Ella ahora daba saltitos, ahogaba gritos, suspiraba. El empujaba, la sacaba, y volvía a empujar,
Elena notaba toda la polla de su hombre llenándola el coño. Era gorda, y le acariciaba las paredes vaginales. La embestía, empujaba, no hacia ruido, solo la follaba. Y cuando ella casi no podía más. Andrés la sacó, dejo el capullo dentro, la miró. Y con un golpe de riñones, embistió, dejándola dentro mientras se corría echando chorros de leche caliente en su interior.
Elena abrazó a Andrés con fuerza, le beso.
-Te quiero tanto mi amor
-Y yo a ti
-Quédate así un ratito
-Tengo que ducharme
-Un ratito cariño
-Tengo que….
-Un ratito
-Vale

Cuando Andrés se marchó. Elena se metió en el baño para ducharse. Se miró al espejo. Contemplo su desnudez y pensó:
-Pues estoy buena.
En otros tiempos, había vivido acomplejada por su pecho. Pero Andrés y sobre todo Raquel, la habían convencido de que tenía que darle más juego a su pecho. Raquel siempre le decía:
-Si yo tuviera esas tetas, este no se me habría escapado, y no tendías novio.

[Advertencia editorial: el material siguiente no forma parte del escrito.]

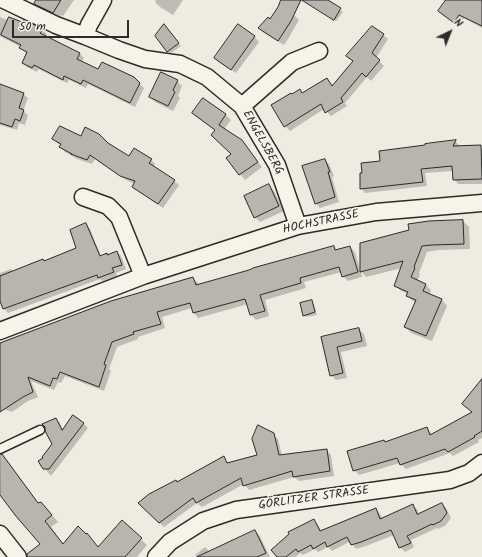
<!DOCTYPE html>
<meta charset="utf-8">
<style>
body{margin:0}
#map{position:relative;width:482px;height:557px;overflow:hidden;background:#efebe0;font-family:Kalam,sans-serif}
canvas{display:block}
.north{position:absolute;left:430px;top:12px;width:40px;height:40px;-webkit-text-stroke:3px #f7f3e8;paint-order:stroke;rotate:43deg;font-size:11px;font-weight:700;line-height:16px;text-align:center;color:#2b2b2b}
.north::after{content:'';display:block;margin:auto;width:14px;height:18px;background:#2b2b2b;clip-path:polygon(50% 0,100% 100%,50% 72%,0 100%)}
.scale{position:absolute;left:12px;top:20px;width:117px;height:18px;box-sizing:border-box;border:2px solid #2b2b2b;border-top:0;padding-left:5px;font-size:12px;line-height:14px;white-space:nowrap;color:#2b2b2b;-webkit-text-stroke:3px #f7f3e8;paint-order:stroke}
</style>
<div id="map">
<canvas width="482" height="557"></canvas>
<div class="north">N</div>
<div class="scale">50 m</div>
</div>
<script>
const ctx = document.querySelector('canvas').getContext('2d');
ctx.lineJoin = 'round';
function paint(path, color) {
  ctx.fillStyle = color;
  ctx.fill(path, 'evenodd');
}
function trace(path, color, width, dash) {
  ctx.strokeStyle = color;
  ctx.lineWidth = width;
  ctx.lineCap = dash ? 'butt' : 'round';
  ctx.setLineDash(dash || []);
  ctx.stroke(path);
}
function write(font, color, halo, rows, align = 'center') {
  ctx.font = font + ' Kalam,sans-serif';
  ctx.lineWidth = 3.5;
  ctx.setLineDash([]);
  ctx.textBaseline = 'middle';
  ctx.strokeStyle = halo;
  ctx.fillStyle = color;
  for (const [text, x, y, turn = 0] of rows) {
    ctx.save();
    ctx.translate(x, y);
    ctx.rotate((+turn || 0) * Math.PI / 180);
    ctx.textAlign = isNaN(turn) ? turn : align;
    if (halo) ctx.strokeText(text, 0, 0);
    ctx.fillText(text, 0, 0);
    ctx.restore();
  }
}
const shadow = new Path2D(`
 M37,0H74L63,16L61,15L59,18L41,9L35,4Z
 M156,0H183L173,15L160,7L155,2Z
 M303,0H325L343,12L336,21Z
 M443,0H482V28L464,18L459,26L443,15L439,11L446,2Z
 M281,5L294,15L299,20L288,39L284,45L264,33L259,28L270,20Z
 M0,17L9,21L23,23L24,21L42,30L47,34L45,37L79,53L84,58L82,62L99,71L133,78L144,88L135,107L88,84L86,88L69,80L67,83L38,69L37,72L27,67L23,62L27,54L21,48V47L0,36Z
 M238,26L255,37L259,42L236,73L220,63L215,58Z
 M166,28L181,46L171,53L168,51Z
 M383,35L388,39L376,58L384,66L371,81L367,77L345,103L347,106L331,116L324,109L290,131L285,126L292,95L299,90L303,94L327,79L333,86Z
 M177,81L182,86L178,96L180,98L173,111L155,102L150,97Z
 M0,85L23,94L28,98L23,111L28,115L25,125L19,123L17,130L0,125Z
 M203,99L226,115L231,120L224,129L246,146L262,167L245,180L227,158L232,154L215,130L198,118L193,113Z
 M81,138L108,143L129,158L151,160L155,164L153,167L174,181L179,185L163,208L138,191L133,187L135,184L126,180L95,159L92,164L77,159L65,152L61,147L62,145L58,144L54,139Z
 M455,141L460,146H480L482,148V184H458L454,179L453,171L425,173L427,186L365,193L361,188L381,162Z
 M325,160L329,164L334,176L332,177L339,202L320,208L316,203Z
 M269,185L274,191L284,211L260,222L255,217Z
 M463,221L469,227L470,249L438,250L427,252L419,273L420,275L417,281L426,285L431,290L429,295L442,300L447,306L432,341L411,333L406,327L416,303L413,301L407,296L408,294L401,291L395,285L402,268L366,277L361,271L362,277L348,281L343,276L342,272L304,282L306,288L265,300L269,316L256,320L251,315L248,304L198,318L194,313L192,308L162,317L165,328L138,337V339L117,347L109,369L111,371L104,391L65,376L61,383L58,382L54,390L31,381L38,397L28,401L12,412L0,408V344L193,278L198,283L199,286L334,247L337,250L350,247L355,252L360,270Z
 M86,224L90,229L101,256L106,254L108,256L117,252L121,256L126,269L116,273L117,276L103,281L100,279L8,313L4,309L0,298V273L11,269L13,271L44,262L78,249Z
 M311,301L314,304L317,315L306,317L304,315Z
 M359,329L364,334L367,346L341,352L347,378L336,380L331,375L322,338Z
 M482,381V438L478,440L479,442L453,456L450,453L406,469L400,463L359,475L354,470L386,443L427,428L431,433L432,435L473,412L463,404Z
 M55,419L60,423L63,430L83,423L88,428L51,476L39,462L44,458L53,444Z
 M273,434L278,439L282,456L326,450L331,455L334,476L299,481L294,477L249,490L244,484L202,507L197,503L164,527L139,503L176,481L178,483L224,458L229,464L259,456Z
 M0,451L1,453V454L8,462L39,504L47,509L58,522L51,527L64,545L93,541L99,548L122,522L147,545L137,557H48L53,553L0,493Z
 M442,504L446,508L451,518L445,526L438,529L437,528L411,540L414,547L405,552L400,547L394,535L366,546L356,549L352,544L351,541L332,551L328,547L318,552L315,549L303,555L300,553L296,557H278L314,520L318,525L322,532L376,509L380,514L383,519L412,505L417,509L419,514Z
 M255,531L260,536L270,557H197L195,555L205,547L210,552Z`);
const building = new Path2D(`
 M36,0H61L53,13L34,4Z
 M281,0H301L291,21L278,41L258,28L268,17L270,19L278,7Z
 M302,0H328L341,8L334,20Z
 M446,0H482V26L459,15L454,23L438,11Z
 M9,17L22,22L24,20L43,29L40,33L80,53L77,59L98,69L102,62L134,77L140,83L130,103L83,80L81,84L64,76L63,80L34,65L32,68L22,63L27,52L19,48L21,45L1,35Z
 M164,24L179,43L167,52L155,36Z
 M238,24L255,36L231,70L214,58Z
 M372,26L384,34L372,53L380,60L366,77L362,73L341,98L343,102L325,113L321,104L284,127L271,105L291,93L292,94L300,89L302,93L327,78L332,86L353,61L346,56Z
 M161,72L178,80L173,90L175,92L168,106L149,97Z
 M0,84L24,93L19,108L24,110L20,121L15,119L12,127L0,123Z
 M203,98L226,114L219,125L242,140L258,162L239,175L226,158L231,154L211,135L215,130L192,113Z
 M60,126L81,136L85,127L99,134L108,143L129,156L134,148L152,159L149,163L175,180L158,204L132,187L135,181L120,176L90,155L87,160L71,154H72L59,147L61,144L52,139Z
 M456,140L453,146L481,145L482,179L453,180L452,166L421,169L423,182L360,189V173H362L361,163L380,161L379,151L425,145V144Z
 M325,159L330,172H328L335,197L315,204L302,166Z
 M269,184L279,206L254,218L244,196Z
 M463,220L464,244L432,245L422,246L414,267L415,268L411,277L426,284L423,291L442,299L426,336L404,327L416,300L406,296L408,292L394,286L403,261L360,272V243L409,230L408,224L429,221Z
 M86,223L100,256L107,253V255L117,251L122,265L112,268L114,272L98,278L97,275L3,309L0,301V276L43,259L44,261L76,248L70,230Z
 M334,246L335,250L350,246L358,272L342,277L339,267L300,278L301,283L260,295L265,311L250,315L245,299L193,313L190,303L157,312L161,324L133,332L134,334L112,342L104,364L106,365L99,387L60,372L57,379L53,378L50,386L28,377L33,392L23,397L0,412V343L111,301L193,277L196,285L249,270L253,268Z
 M312,300L315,312L303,316L300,303Z
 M359,328L362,341L337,347L343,373L330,376L321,337Z
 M482,379V431L474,436L475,437L448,452L445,449L400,465L397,458L353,471L347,451L384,440L385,442L427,427L430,435L472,412L462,404Z
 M73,415L84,423L49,469H43L38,461L43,458L42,457L52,444L45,431V427L42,424L56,418L62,430Z
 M258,425L274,433L279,455L327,449L330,471L293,477L292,471L243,486L241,478L196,503L193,498L159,523L138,503L149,494L176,480L177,482L224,456L227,463L257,455L252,439Z
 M0,454H2L38,503L41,502L52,515L45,521L63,544L78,526L86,534L87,533L98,547L122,520L142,538L125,557H27V554L40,544L15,515L0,495Z
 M442,503L447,513L441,521L433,525L432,524L407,536L411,543L399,548L391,530L361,542L351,545L347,537L327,547L325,542L313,549L311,545L298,552L296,549L286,557H277L271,550L289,534L288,532L314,519L320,531L376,508L380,519L413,504L417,514Z
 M255,530L266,553L257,557H197Z`);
const lane = new Path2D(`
 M0,449L40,430`);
const street = new Path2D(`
 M4,0L56,25L85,36
 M103,0L89,25L85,36L119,50L145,59L180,64L207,77L242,106L277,165L298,226
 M242,106L292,62L319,51
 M83,197L108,206L119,217L143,276
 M0,331L143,276L298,226L376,212L482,203
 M0,534L18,557
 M156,557L170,542L203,521L236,510L450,480L469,473L482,463`);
const streetNames = [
 ["ENGELSBERG",262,143,61],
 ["HOCHSTRASSE",321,223,-12],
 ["GÖRLITZER STRASSE",314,499,-8]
];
paint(shadow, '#0003');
paint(building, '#b8b5ae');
trace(building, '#2b2b2b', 1);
trace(lane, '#2b2b2b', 11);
trace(street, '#2b2b2b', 19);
trace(lane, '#f7f3e8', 8);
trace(street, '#f7f3e8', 16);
write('12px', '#2b2b2b', '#f7f3e8', streetNames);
</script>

Ahora, veía aquellos días de noviazgo muy lejanos, muy felices. Ahora seguía siendo feliz, pero quizás le faltaba algo.
Se volvió a mirar en el espejo, se giró y mirando su culo, volvió a pensar:
-Estoy muy buena, si señora.
Después de ducharse, vestirse, despertar a Sara, arreglarla, después de todas las cotidianas tareas matutinas, se dio cuenta que no encontraba el teléfono, tenía el suyo, pero ¿y el otro?
Mensaje
-Andrés, ¿has visto mi móvil?
-Lo tenías debajo de la almohada anoche
-Ese no. El otro
-¿otro?
-Si pavo, el otro
-¿Tienes otro móvil?
-Imbécil, me lo dio la empresa para la que trabajo. Te lo dije
-Pues no sé.
-Déjalo, tío. Ya me llamo, o no sé.

-Vale.
Elena tecleó, y al rato, en el pasillo, sobre la mesa llena de fotos, entre ellas, apareció el teléfono.
-¿Cómo ha llegado aquí? Estoy fatal.